Later, after I left for college, a Chinese buffet moved into a nearby town, and I’d occasionally eat there with family when I was home on breaks. We’d pay our $8.95, then load up on sticky sweet and sour pork, spicy General Tso’s chicken, and greasy egg rolls. Vegetables and fruits appeared mostly in supporting roles: pineapple alongside breaded and deep-fried meat, broccoli soaked in beef gravy, tiny bits of carrot and peas nestled among white rice and pork. Occasionally, as I shoveled forkfuls of fried rice in my mouth, I laughed about the “fake” Chinese food from my childhood days now that I knew what “real” Chinese food was.
Then, in 2010 I found myself in China. By that time, I’d had far more authentic Chinese food when I visited Chicago’s Chinatown or dined with a Chinese friend who made her mother’s recipes from the kitchen of her small Chicago apartment. I’d even sampled beef tripe (the lining of the small intestine) at a Taiwanese Dim Sum restaurant, though I’d probably never have tried it if I’d actually known what it was before popping it in my mouth.

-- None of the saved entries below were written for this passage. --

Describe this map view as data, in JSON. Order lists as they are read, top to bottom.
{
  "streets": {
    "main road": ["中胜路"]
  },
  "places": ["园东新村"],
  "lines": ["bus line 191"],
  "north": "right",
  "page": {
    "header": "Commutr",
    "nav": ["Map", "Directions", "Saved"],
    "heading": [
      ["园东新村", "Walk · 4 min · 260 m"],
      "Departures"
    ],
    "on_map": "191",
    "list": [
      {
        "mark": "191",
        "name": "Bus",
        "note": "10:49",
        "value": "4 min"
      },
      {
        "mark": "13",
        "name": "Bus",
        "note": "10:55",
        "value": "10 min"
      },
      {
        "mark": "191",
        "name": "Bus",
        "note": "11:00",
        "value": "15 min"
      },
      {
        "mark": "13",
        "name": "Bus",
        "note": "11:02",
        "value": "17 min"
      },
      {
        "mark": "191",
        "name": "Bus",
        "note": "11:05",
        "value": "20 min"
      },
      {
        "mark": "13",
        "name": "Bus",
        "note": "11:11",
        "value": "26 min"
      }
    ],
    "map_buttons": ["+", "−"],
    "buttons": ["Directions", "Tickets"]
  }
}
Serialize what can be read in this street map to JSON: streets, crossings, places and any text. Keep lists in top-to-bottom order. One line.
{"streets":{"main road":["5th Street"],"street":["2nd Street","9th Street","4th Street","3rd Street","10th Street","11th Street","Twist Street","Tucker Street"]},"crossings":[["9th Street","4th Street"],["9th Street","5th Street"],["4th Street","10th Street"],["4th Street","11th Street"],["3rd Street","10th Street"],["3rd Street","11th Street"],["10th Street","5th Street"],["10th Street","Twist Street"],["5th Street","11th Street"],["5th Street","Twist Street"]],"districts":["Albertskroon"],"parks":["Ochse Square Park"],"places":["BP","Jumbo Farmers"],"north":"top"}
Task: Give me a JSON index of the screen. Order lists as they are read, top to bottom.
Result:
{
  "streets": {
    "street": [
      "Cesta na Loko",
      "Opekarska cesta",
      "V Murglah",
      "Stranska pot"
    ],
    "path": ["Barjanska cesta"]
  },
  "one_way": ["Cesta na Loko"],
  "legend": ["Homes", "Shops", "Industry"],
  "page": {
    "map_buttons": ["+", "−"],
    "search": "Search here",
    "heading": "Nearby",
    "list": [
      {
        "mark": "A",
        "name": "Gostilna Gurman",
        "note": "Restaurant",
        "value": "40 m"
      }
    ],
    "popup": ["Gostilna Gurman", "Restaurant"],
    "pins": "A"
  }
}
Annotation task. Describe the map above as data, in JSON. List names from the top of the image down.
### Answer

But seated around a table in remote Southwest China, eating home-cooked food in bowls with chopsticks, I suddenly realized how wrong I’d been all along about “Chinese” food. Sure, what I’d been eating my whole life was inspired by the flavors and ingredients of some dishes available in China. But it was made using the highly processed, commercially packaged foods loaded with salt, sugar, fat, and preservatives that the industrial age brought us. The Chinese food I’d been eating wasn’t healthy, and it wasn’t really Chinese. But here, in a part of China less influenced by the industrial world, I wasn’t eating “Chinese food” either. I was simply eating whole foods made with locally grown ingredients, based on the traditions and tastes of the people who were serving it: mostly vegetables like stir-fried lotus root, carrots, and eggplant. A little sautéed pork and chicken and occasionally other meats. And always rice—a little at the end of the meal—after we’d had our fill of the other dishes.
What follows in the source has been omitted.